Task item >> Nothing should be left out. Give all the data again exactly as written.

Dataset excerpt >>
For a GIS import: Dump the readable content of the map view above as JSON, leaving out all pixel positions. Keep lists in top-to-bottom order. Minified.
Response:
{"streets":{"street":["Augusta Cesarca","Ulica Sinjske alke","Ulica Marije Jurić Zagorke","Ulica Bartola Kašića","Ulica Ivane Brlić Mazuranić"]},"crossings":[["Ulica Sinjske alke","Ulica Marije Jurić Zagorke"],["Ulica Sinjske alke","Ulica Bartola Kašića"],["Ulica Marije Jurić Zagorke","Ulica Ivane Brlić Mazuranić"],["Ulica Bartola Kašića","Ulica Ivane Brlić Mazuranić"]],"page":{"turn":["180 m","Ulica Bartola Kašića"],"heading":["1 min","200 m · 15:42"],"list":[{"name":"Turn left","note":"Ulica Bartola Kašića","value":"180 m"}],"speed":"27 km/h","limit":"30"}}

Output for this exercise >>
For a GIS import: Dump the readable content of the map view above as JSON, leaving out all pixel positions. Keep lists in top-to-bottom order. Minified.
Response:
{"streets":{"street":["Augusta Cesarca","Ulica Sinjske alke","Ulica Marije Jurić Zagorke","Ulica Bartola Kašića","Ulica Ivane Brlić Mazuranić"]},"crossings":[["Ulica Sinjske alke","Ulica Marije Jurić Zagorke"],["Ulica Sinjske alke","Ulica Bartola Kašića"],["Ulica Marije Jurić Zagorke","Ulica Ivane Brlić Mazuranić"],["Ulica Bartola Kašića","Ulica Ivane Brlić Mazuranić"]],"page":{"turn":["180 m","Ulica Bartola Kašića"],"heading":["1 min","200 m · 15:42"],"list":[{"name":"Turn left","note":"Ulica Bartola Kašića","value":"180 m"}],"speed":"27 km/h","limit":"30"}}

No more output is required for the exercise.